How to make scikit-learn Nearest Neighbors algorithm run faster?

How to make scikit-learn Nearest Neighbors algorithm run faster? - python

I am trying to run a text-based recommendation system to find the category of a part from a file of about 56K parts:
Eg: Copper tube -> Wire,
Television -> Electronics etc
However, it's taking about 4 hours for getting the recommender system output when running in my system of 8GB RAM. I tried running the same script on a ram about 32 GB but there is no improvement in the computation time, which is still taking 4 hours. The training set for the recommender system is about 11k.
How can I make my recommender system run faster? It seems the script is not making use of the memory effectively. Any help will be greatly appreciated.
NB: The example shown is just for illustration and the original data set is much more complicated.
from sklearn.neighbors import NearestNeighbors
#Code for recommendation system
def recommendhts(x,model,train):
distance,index=model.kneighbors(x.toarray(),n_neighbors=1)
mi=distance.argmax()
idx=index[mi][0]
return(train.iloc[idx]['sHTS'],distance[0][0])
#Training the model of training set
train=pd.read_csv('train0207190144.csv')
vectorizer = CountVectorizer()
X = vectorizer.fit_transform(train['keywords'])
x=X.toarray()
df=pd.DataFrame(x,columns=vectorizer.get_feature_names())
model=NearestNeighbors(metric='correlation',n_neighbors=1)
model.fit(df)
vect=vectorizer.fit(train['keywords'])
#Fitting the Count vectoriser on keywords(product description to be queried)
x_new=vect.transform(product['keywords'])
for i in range(len(product)):
key=x_new[i]
output,probability=recommendhts(key,model,train)
Edit:
I am attaching the snapshot of the result of profiling Code profiling results as suggested in the comments. I ran it for a sample of 1000 rows and the time taken was about 1085 seconds.

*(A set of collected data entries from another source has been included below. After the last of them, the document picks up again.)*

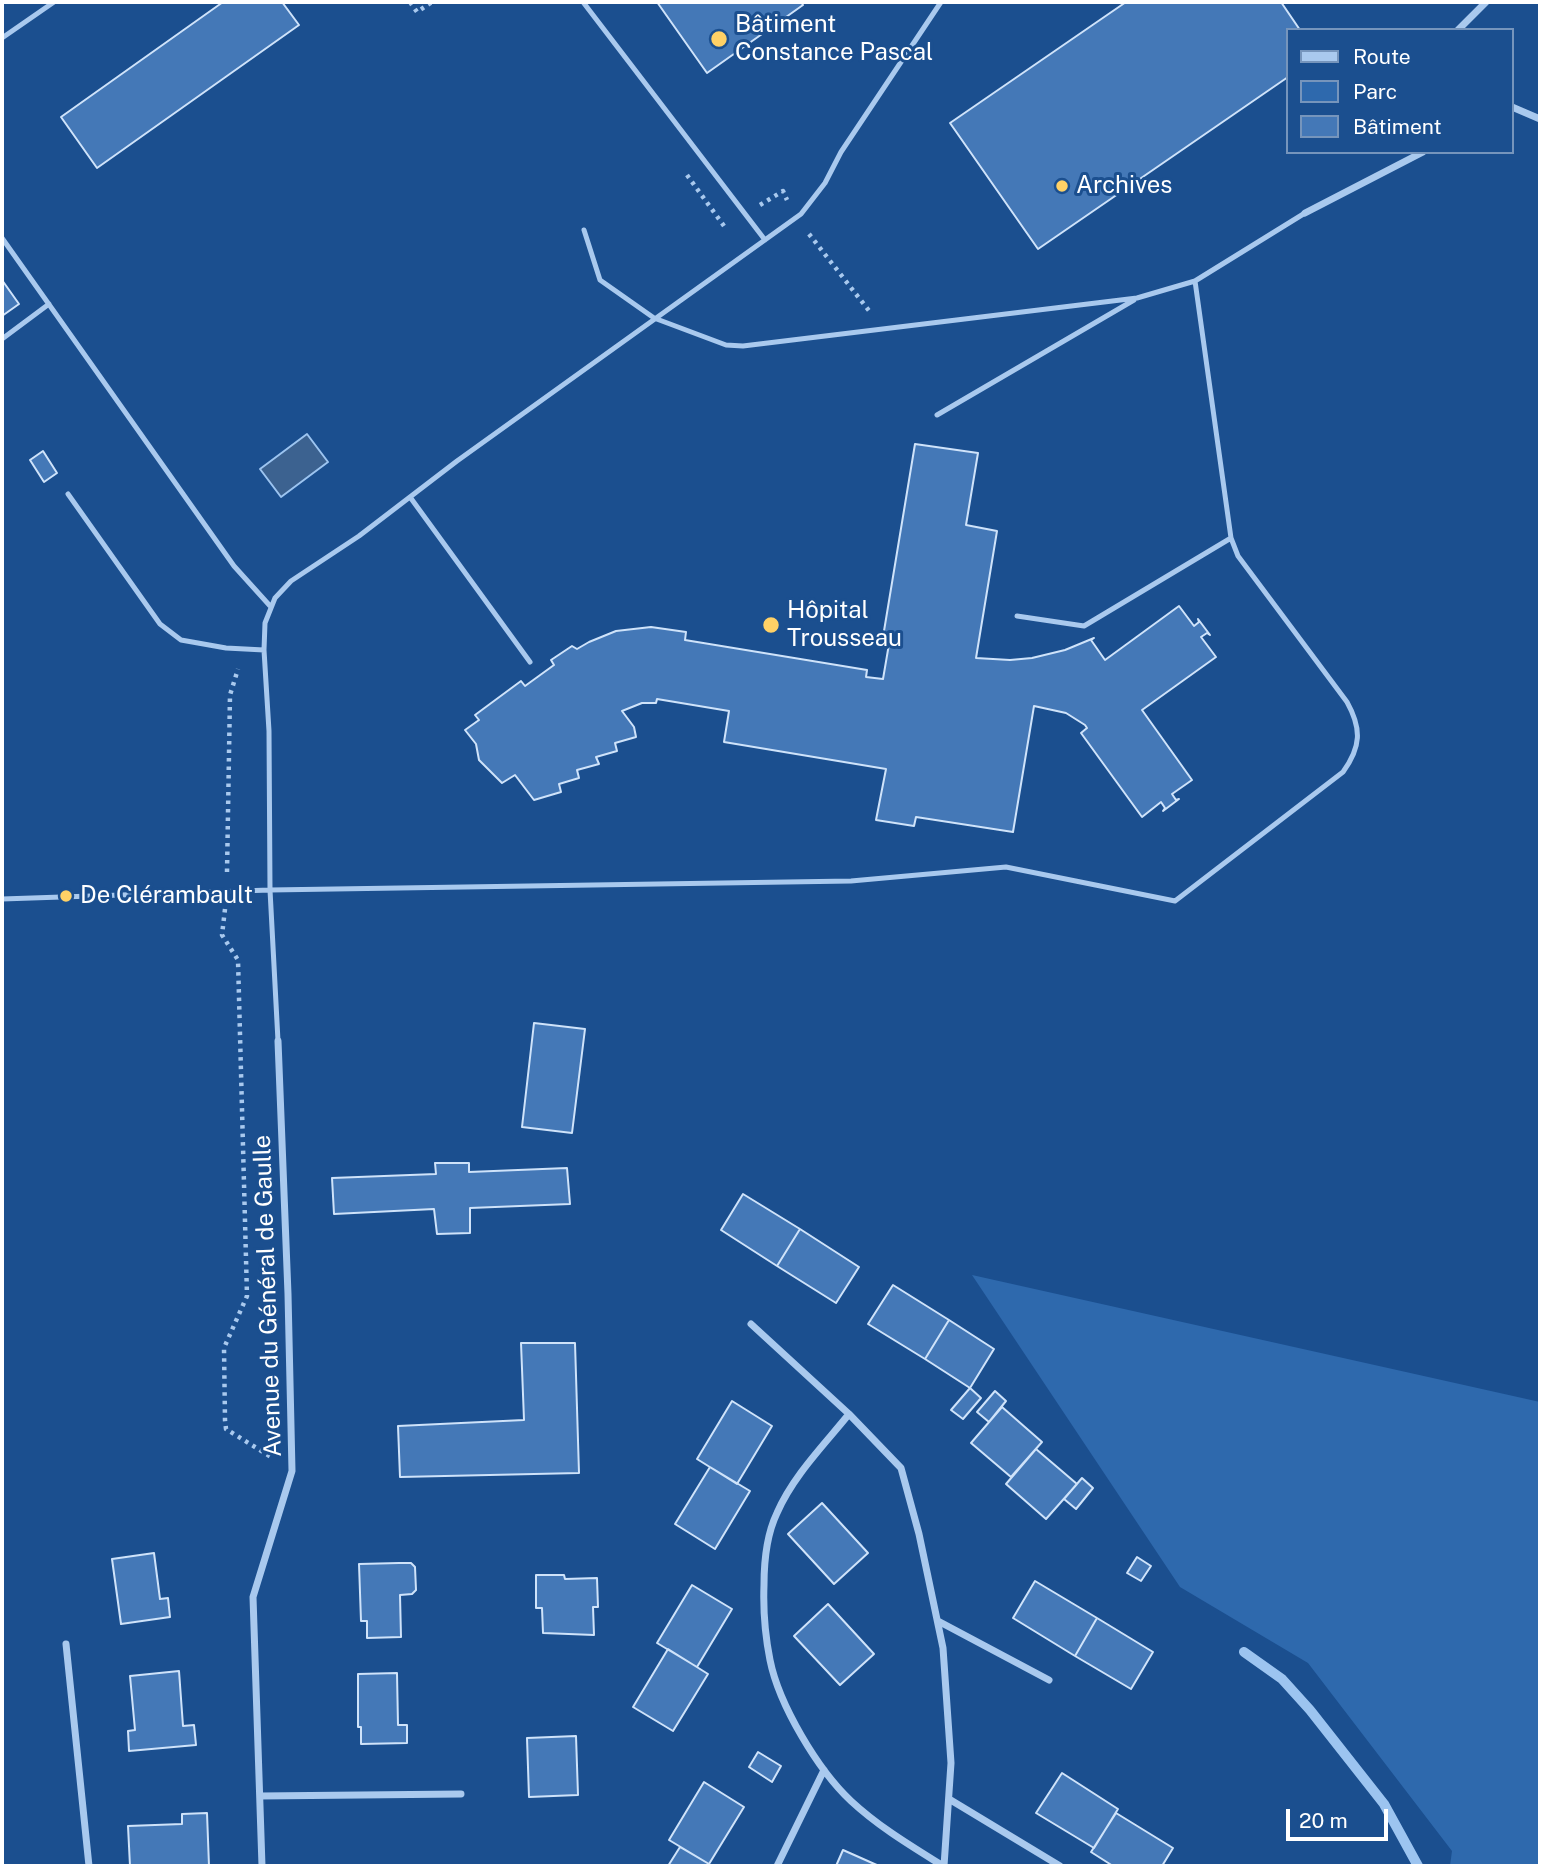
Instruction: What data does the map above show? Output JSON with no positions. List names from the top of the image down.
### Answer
{
  "streets": {
    "street": ["Avenue du Général de Gaulle"]
  },
  "places": [
    "Bâtiment Constance Pascal",
    "Archives",
    "Hôpital Trousseau",
    "De Clérambault"
  ],
  "legend": ["Route", "Parc", "Bâtiment"],
  "scale_bar": "20 m"
}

First you definitely need to profile your code. I would recommend making use of the %prun magic command in IPython/Jupyter for profiling your script.
Couple of other things to try
Set the 'n_jobs' parameter to allow for parallelism when making predictions.
# setting n_jobs=2 will use 2 cores; setting n_jobs=-1 will use all cores
model=NearestNeighbors(metric='correlation',n_neighbors=1, n_jobs=2)
Unclear to me that re-fitting the vectorizer is necessary.
vect=vectorizer.fit(train['keywords']) # can be removed?
Finally, you should be able to vectorize the predictions and replace the for loop but this would require refactoring your recommendation system and I can not help with that without more info.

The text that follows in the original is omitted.